Action item:
Working from the records below, repeat exactly the lines starting at the line that contains "ctx.lineJoin = 'round';" and ending at the line that contains "ctx.font = font", inclusive.

* * * * *

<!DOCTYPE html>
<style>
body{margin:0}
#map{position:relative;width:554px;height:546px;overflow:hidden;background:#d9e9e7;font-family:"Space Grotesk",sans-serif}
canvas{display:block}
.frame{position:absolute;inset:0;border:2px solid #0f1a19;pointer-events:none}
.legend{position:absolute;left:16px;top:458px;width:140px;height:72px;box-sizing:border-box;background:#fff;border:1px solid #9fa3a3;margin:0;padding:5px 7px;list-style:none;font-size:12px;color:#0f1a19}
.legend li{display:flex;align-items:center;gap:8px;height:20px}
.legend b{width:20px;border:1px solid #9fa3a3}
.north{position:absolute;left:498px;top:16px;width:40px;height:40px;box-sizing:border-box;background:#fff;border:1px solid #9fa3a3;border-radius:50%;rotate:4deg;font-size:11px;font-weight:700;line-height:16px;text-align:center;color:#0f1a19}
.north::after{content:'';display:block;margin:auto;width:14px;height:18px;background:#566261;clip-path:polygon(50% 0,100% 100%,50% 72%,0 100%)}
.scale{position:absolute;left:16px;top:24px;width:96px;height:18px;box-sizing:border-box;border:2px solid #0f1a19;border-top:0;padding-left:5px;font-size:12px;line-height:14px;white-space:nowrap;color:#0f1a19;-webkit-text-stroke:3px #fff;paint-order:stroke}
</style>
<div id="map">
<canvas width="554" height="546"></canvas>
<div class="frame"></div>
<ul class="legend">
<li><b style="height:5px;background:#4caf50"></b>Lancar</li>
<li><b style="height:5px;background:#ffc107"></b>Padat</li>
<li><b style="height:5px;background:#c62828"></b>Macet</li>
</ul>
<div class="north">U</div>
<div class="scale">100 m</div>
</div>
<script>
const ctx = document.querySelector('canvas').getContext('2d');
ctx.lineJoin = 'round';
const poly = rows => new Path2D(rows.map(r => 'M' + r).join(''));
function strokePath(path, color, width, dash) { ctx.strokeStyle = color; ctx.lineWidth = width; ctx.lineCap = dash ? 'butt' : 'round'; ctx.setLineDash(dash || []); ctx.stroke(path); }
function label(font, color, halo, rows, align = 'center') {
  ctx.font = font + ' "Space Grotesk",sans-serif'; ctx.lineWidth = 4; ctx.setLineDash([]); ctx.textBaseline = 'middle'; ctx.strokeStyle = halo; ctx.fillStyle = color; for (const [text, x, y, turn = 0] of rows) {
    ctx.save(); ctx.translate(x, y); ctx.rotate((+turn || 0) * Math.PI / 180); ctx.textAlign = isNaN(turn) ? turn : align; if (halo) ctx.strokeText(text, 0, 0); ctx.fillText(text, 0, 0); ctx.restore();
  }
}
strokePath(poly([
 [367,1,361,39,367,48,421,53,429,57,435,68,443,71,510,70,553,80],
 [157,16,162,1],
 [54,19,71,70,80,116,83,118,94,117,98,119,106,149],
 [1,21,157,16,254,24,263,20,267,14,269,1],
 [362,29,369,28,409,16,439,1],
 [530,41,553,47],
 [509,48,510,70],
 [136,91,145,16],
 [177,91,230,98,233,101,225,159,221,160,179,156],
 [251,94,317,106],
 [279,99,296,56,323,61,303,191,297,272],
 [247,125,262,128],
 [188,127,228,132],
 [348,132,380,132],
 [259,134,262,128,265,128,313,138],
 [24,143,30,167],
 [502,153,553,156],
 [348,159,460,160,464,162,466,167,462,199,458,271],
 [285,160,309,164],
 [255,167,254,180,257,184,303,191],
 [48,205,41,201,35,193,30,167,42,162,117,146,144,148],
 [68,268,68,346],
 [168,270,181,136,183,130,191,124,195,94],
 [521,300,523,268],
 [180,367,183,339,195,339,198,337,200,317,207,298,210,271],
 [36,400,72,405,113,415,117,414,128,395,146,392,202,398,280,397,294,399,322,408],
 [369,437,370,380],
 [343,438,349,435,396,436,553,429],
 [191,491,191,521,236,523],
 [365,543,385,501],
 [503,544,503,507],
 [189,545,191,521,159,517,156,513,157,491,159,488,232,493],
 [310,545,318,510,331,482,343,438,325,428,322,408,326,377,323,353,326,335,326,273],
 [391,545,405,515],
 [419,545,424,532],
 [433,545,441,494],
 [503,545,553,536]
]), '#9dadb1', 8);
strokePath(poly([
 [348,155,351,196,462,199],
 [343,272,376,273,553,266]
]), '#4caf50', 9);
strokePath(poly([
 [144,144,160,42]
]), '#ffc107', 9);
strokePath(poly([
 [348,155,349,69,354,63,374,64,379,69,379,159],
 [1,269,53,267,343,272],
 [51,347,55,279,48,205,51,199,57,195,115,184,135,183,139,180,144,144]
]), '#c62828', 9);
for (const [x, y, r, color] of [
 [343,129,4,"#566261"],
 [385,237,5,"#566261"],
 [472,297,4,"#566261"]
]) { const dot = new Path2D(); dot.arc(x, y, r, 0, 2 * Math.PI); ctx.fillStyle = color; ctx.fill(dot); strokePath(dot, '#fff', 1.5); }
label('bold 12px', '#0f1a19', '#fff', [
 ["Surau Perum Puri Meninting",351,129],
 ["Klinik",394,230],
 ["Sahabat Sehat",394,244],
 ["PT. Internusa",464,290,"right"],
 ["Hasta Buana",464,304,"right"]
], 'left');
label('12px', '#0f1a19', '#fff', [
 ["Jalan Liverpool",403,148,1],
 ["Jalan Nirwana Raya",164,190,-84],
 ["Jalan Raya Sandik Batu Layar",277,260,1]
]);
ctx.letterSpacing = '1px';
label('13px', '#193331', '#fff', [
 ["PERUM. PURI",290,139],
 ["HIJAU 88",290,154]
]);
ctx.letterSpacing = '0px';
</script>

* * * * *

Your solution:
ctx.lineJoin = 'round';
const poly = rows => new Path2D(rows.map(r => 'M' + r).join(''));
function strokePath(path, color, width, dash) { ctx.strokeStyle = color; ctx.lineWidth = width; ctx.lineCap = dash ? 'butt' : 'round'; ctx.setLineDash(dash || []); ctx.stroke(path); }
function label(font, color, halo, rows, align = 'center') {
  ctx.font = font + ' "Space Grotesk",sans-serif'; ctx.lineWidth = 4; ctx.setLineDash([]); ctx.textBaseline = 'middle'; ctx.strokeStyle = halo; ctx.fillStyle = color; for (const [text, x, y, turn = 0] of rows) {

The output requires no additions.